* Your assignment
Write the data below out exactly as it stands. Do not include the pictures.

* Entries supplied
────────────────

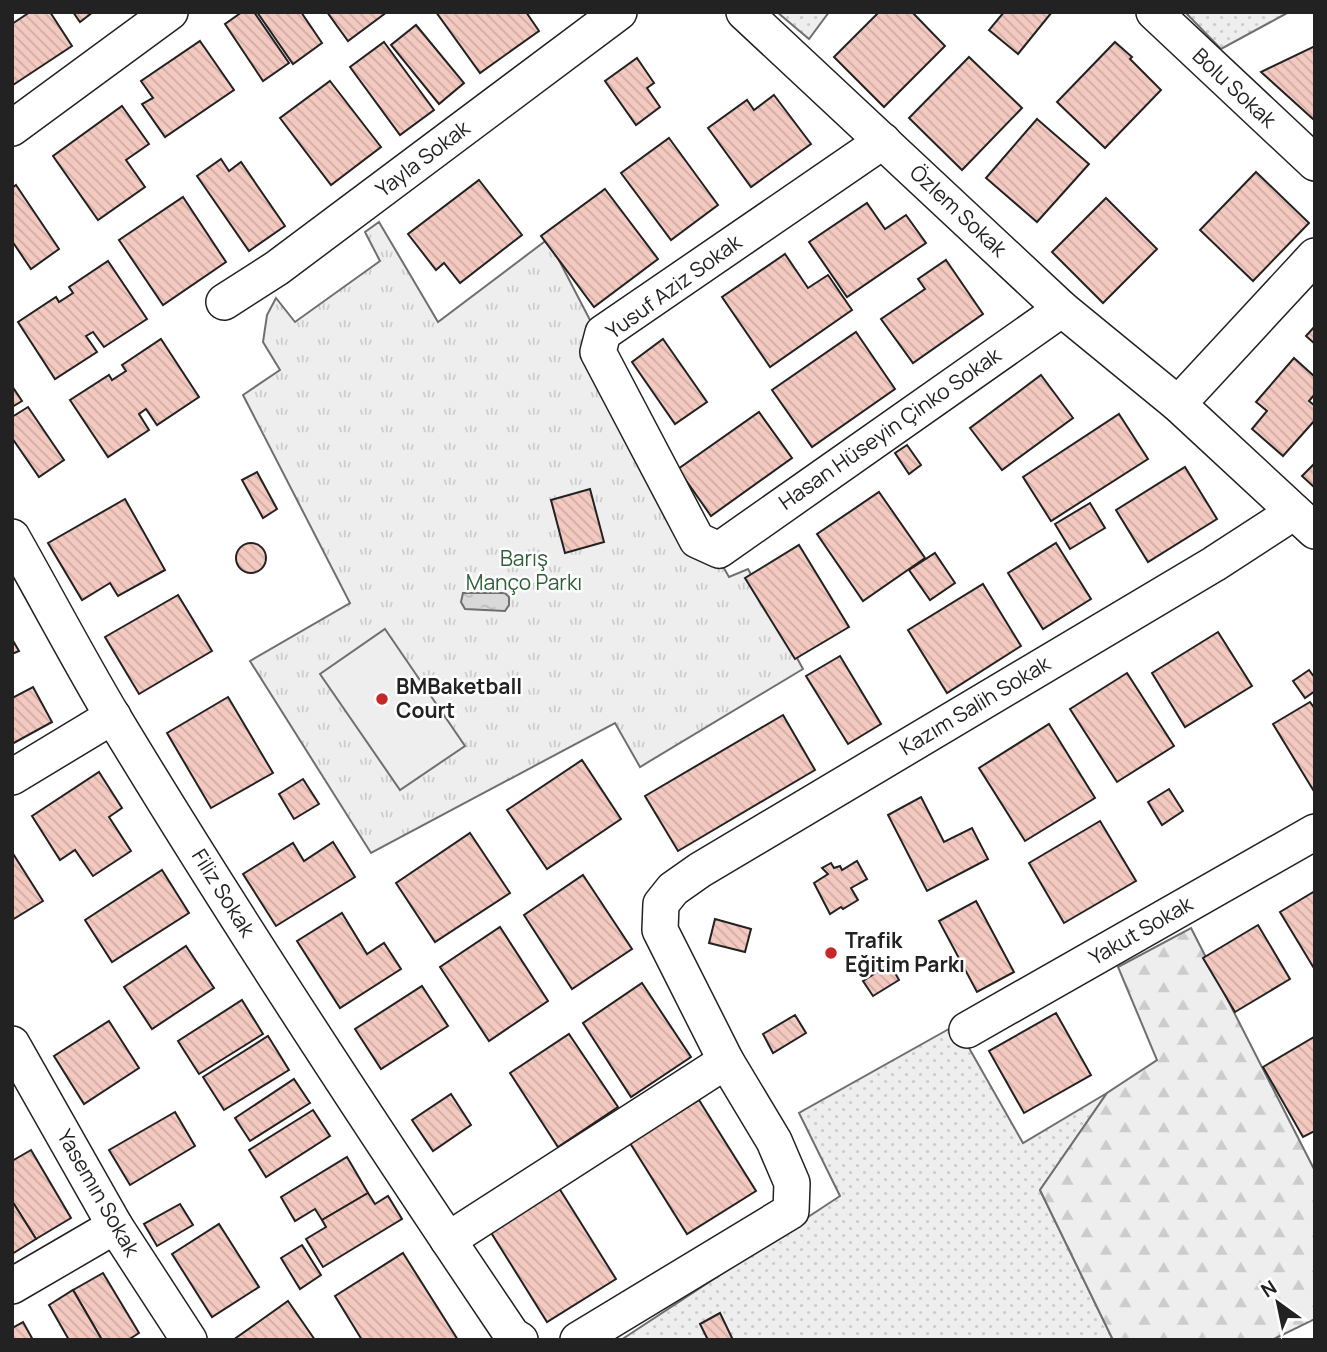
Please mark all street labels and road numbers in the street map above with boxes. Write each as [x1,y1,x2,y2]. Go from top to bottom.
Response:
street label: Bolu Sokak [1187,41,1283,134]
street label: Yayla Sokak [370,113,476,203]
street label: Özlem Sokak [904,158,1014,263]
street label: Yusuf Aziz Sokak [600,227,747,345]
street label: Hasan Hüseyin Çinko Sokak [773,340,1007,516]
street label: Kazım Salih Sokak [894,649,1056,761]
street label: Filiz Sokak [186,843,262,942]
street label: Yakut Sokak [1084,889,1198,971]
street label: Yasemın Sokak [51,1124,147,1261]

────────────────

* Task result
Please mark all street labels and road numbers in the street map above with boxes. Write each as [x1,y1,x2,y2]. Go from top to bottom.
Response:
street label: Bolu Sokak [1187,41,1283,134]
street label: Yayla Sokak [370,113,476,203]
street label: Özlem Sokak [904,158,1014,263]
street label: Yusuf Aziz Sokak [600,227,747,345]
street label: Hasan Hüseyin Çinko Sokak [773,340,1007,516]
street label: Kazım Salih Sokak [894,649,1056,761]
street label: Filiz Sokak [186,843,262,942]
street label: Yakut Sokak [1084,889,1198,971]
street label: Yasemın Sokak [51,1124,147,1261]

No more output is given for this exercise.